Today’s post is the first of several that are a kind of travelogue for this week’s trip to Chicago. The main reason I’m here is to give a talk about old skyscraper research – more about that tomorrow – but I had the opportunity today to walk around for a couple of hours and reacquaint myself with this great city.
To a lot of people, there’s a superficial similarity between Chicago and New York. Big cities full of big buildings. If you’re used to looking closely at the built environment there are clear differences, but they can be small. The picture above provides an example. If I had not taken this picture and someone showed it to me, I would immediately know that it’s not New York and I’m pretty sure I’d know it was Chicago almost as fast. How? (Ignore the writing on the bus and any phone numbers with visible area codes. Assume that information is not present.)

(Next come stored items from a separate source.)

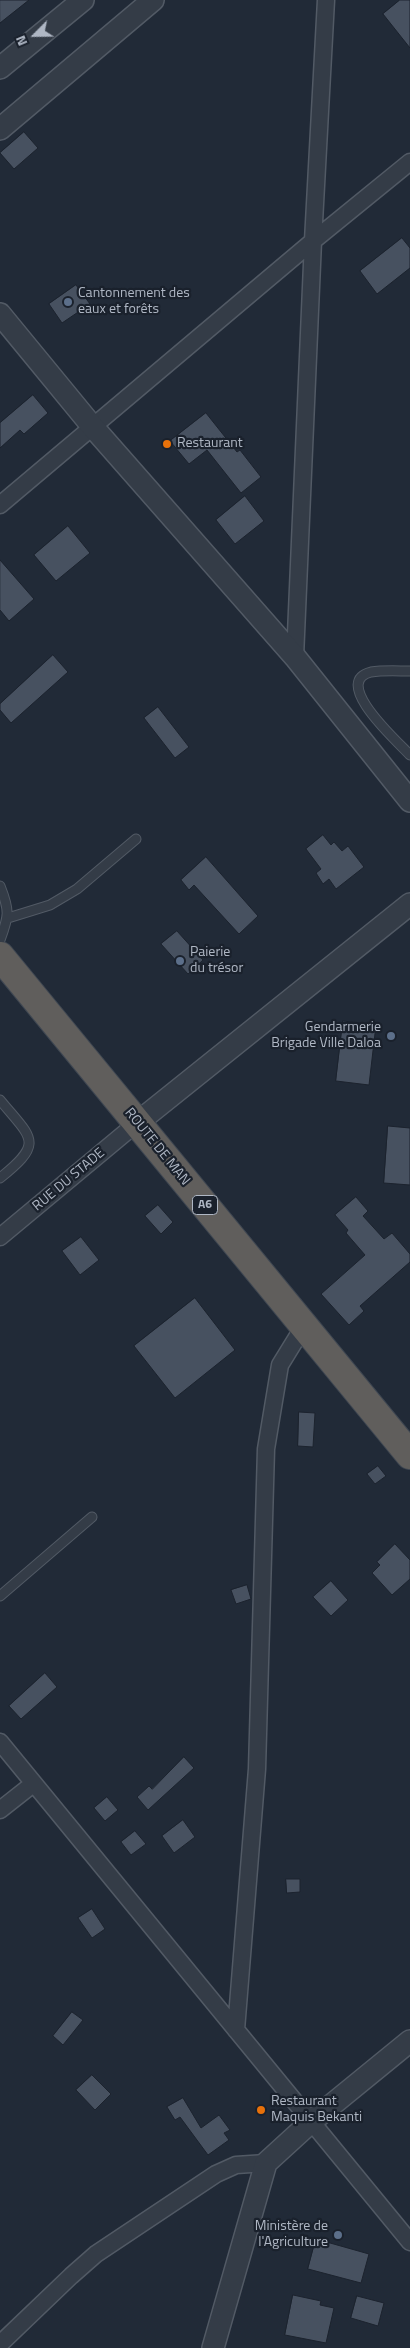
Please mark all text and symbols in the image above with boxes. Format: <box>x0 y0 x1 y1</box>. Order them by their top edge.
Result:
north arrow <box>10 10 60 60</box>
text: N <box>9 32 32 50</box>
place label: Cantonnement des eaux et forêts <box>78 286 190 318</box>
marker: Cantonnement des eaux et forêts <box>62 296 74 308</box>
place label: Restaurant <box>177 436 243 452</box>
marker: Restaurant <box>161 438 173 450</box>
place label: Paierie du trésor <box>190 945 243 978</box>
marker: Paierie du trésor <box>174 955 186 967</box>
place label: Gendarmerie Brigade Ville Daloa <box>271 1020 381 1052</box>
marker: Gendarmerie Brigade Ville Daloa <box>385 1030 397 1042</box>
street label: ROUTE DE MAN <box>121 1105 193 1189</box>
street label: RUE DU STADE <box>30 1145 108 1215</box>
road number: A6 <box>192 1196 218 1214</box>
place label: Restaurant Maquis Bekanti <box>271 2094 362 2126</box>
marker: Restaurant Maquis Bekanti <box>255 2104 267 2116</box>
place label: Ministère de l'Agriculture <box>255 2219 328 2252</box>
marker: Ministère de l'Agriculture <box>332 2229 344 2241</box>

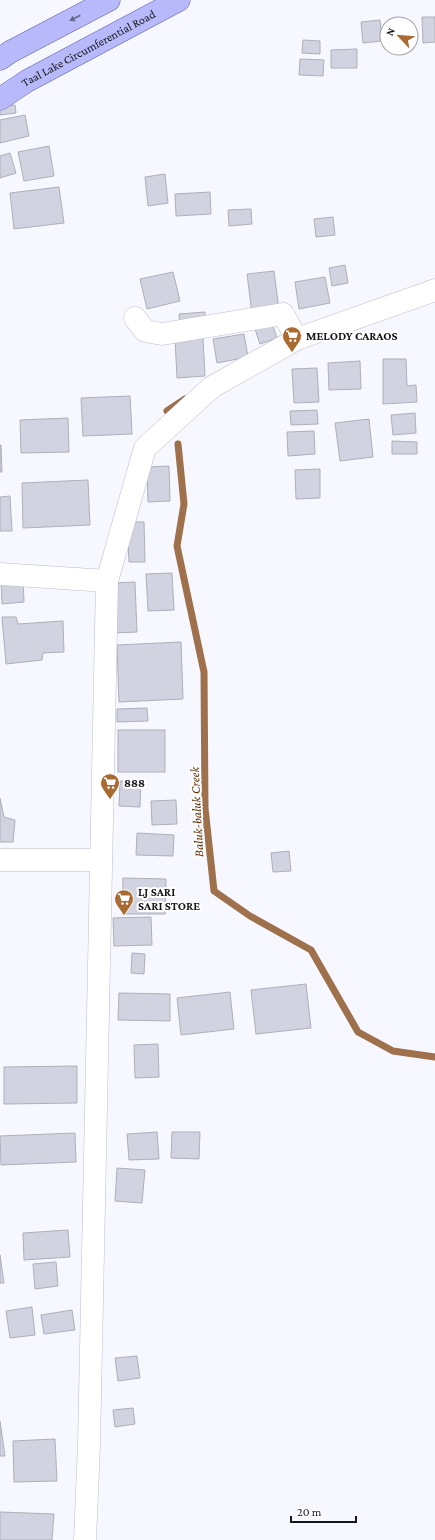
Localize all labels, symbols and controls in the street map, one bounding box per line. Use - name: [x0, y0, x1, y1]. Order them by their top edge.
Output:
- street label: Taal Lake Circumferential Road: [19, 7, 158, 90]
- one-way arrow: [69, 15, 81, 21]
- north arrow: [379, 16, 419, 56]
- text: N: [383, 25, 397, 38]
- supermarket icon: MELODY CARAOS: [281, 325, 303, 353]
- place label: MELODY CARAOS: [306, 329, 397, 343]
- water label: Baluk-baluk Creek: [187, 765, 206, 858]
- supermarket icon: 888: [99, 772, 121, 800]
- place label: 888: [124, 776, 145, 790]
- place label: LJ SARI SARI STORE: [138, 885, 200, 913]
- supermarket icon: LJ SARI SARI STORE: [113, 888, 135, 916]
- scale bar: [291, 1498, 356, 1524]
- text: 20 m: [297, 1505, 322, 1519]

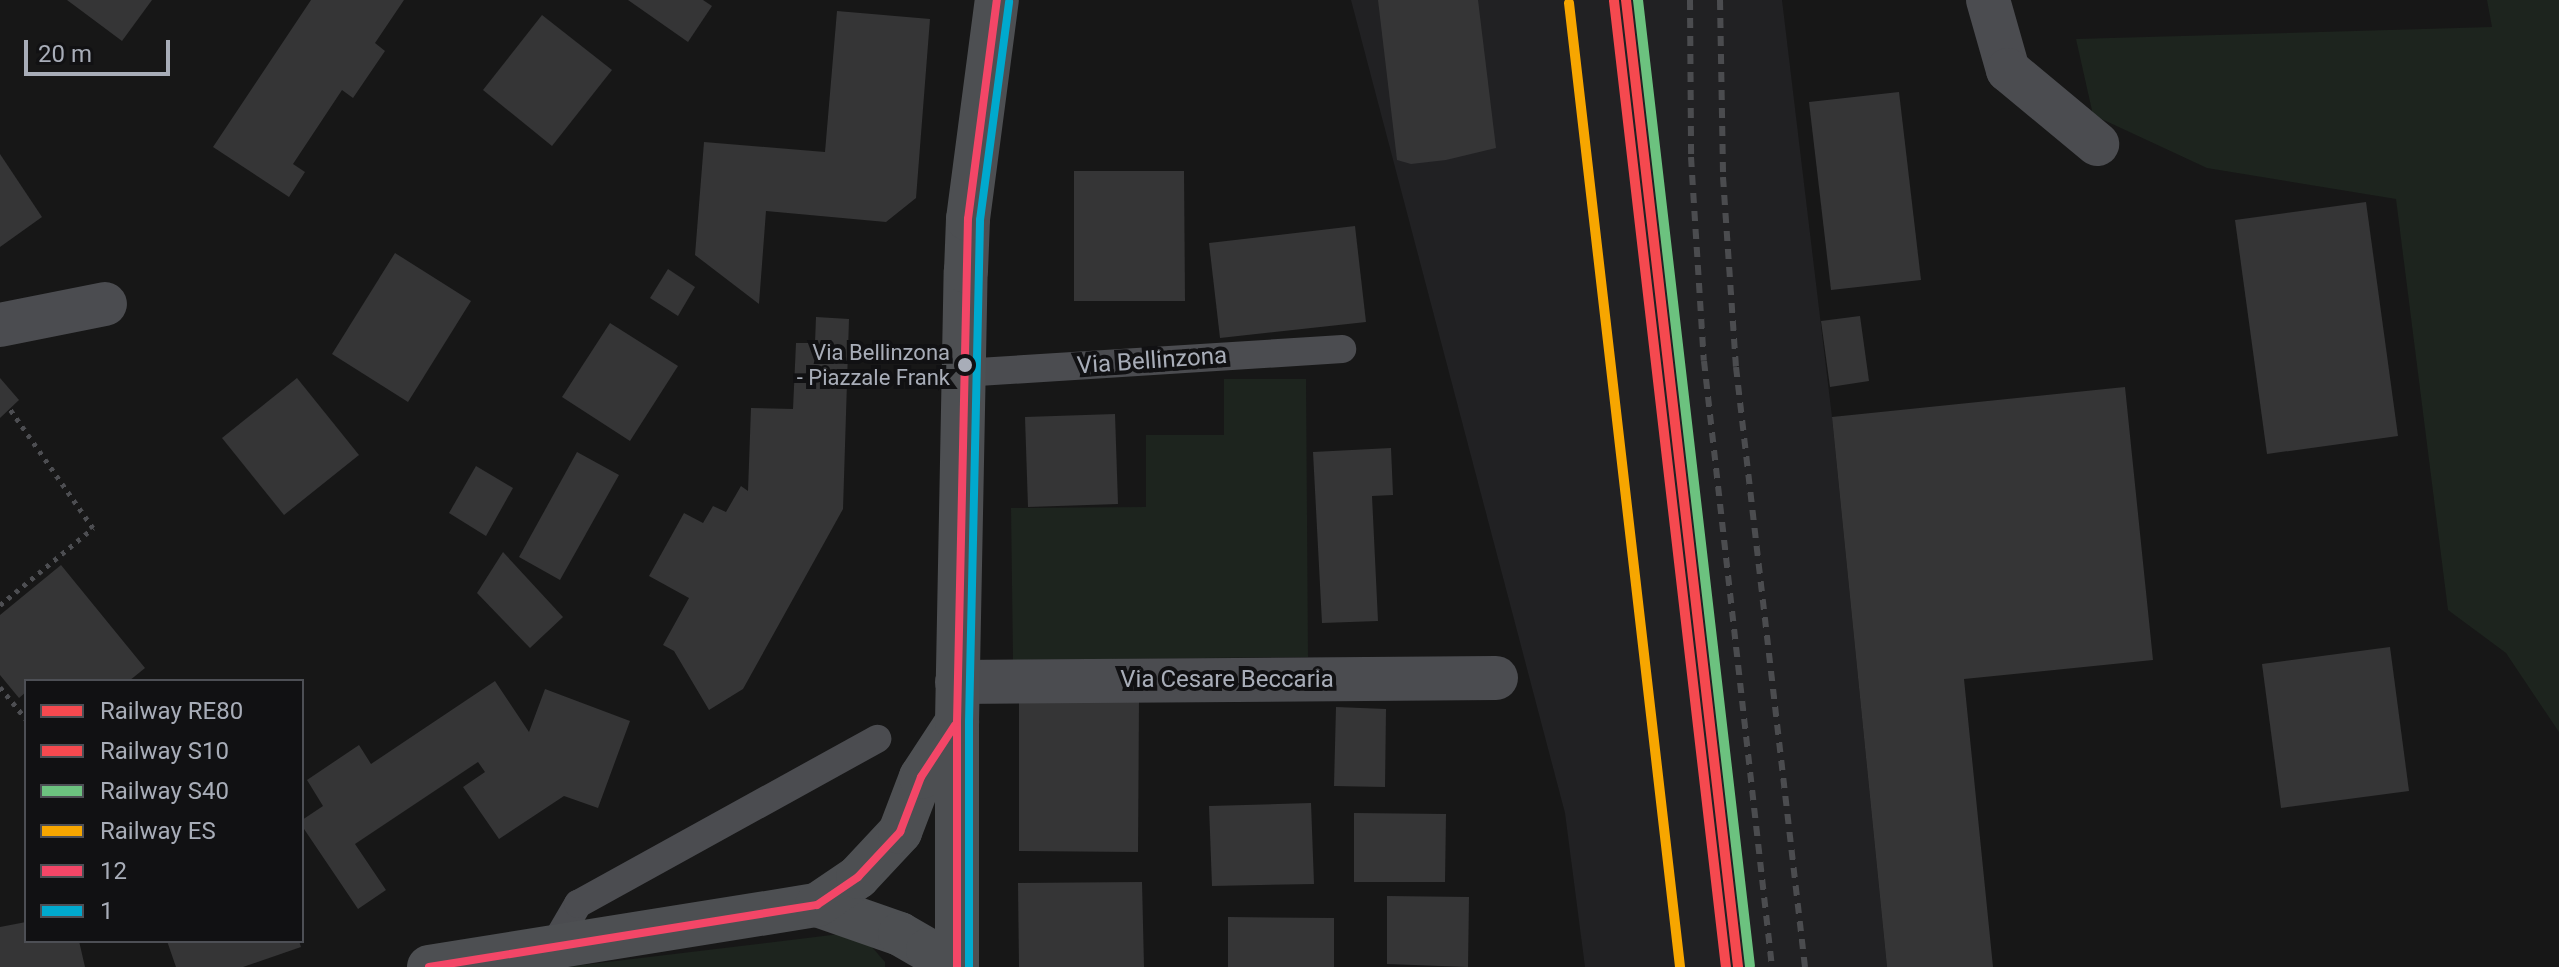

First, we have some big old skyscrapers with terra cotta facades on the left, and newer glass-walled buildings down the street. (We also have the Reliance Building down the street, but let’s pretend we don’t know that.) That tells me we’re in a large city and one that was a large city 100 years ago, which rules out most of the sunbelt.
The elevated train seems an obvious tell, but it’s not really. I don’t know that I can reliably tell the difference between commuter rail and a subway/metro train. A lot of commuter rail in various cities runs on old rail lines that may be elevated on trestles in a city center. The New York Central lines on Park Avenue north of 96th Street are the obvious NYC example. Why is this not a New York elevated subway or rail line? It’s subtle. New York has buildings that look like this and rail that looks like this but not in the same place. Our skyscraper-adjacent elevated trains were demolished more than 80 years ago, replaced by subways.
The last item is unfortunate. We have much more clutter on the sidewalk. Not garbage, although we have that, too, but signs for parking, and newspaper boxes, and sidewalk sheds, and parking meters, and cellar hatch doors, and endlessly et cetera. Our street furniture is out of control to the point where this sidewalk with only some planters seems empty.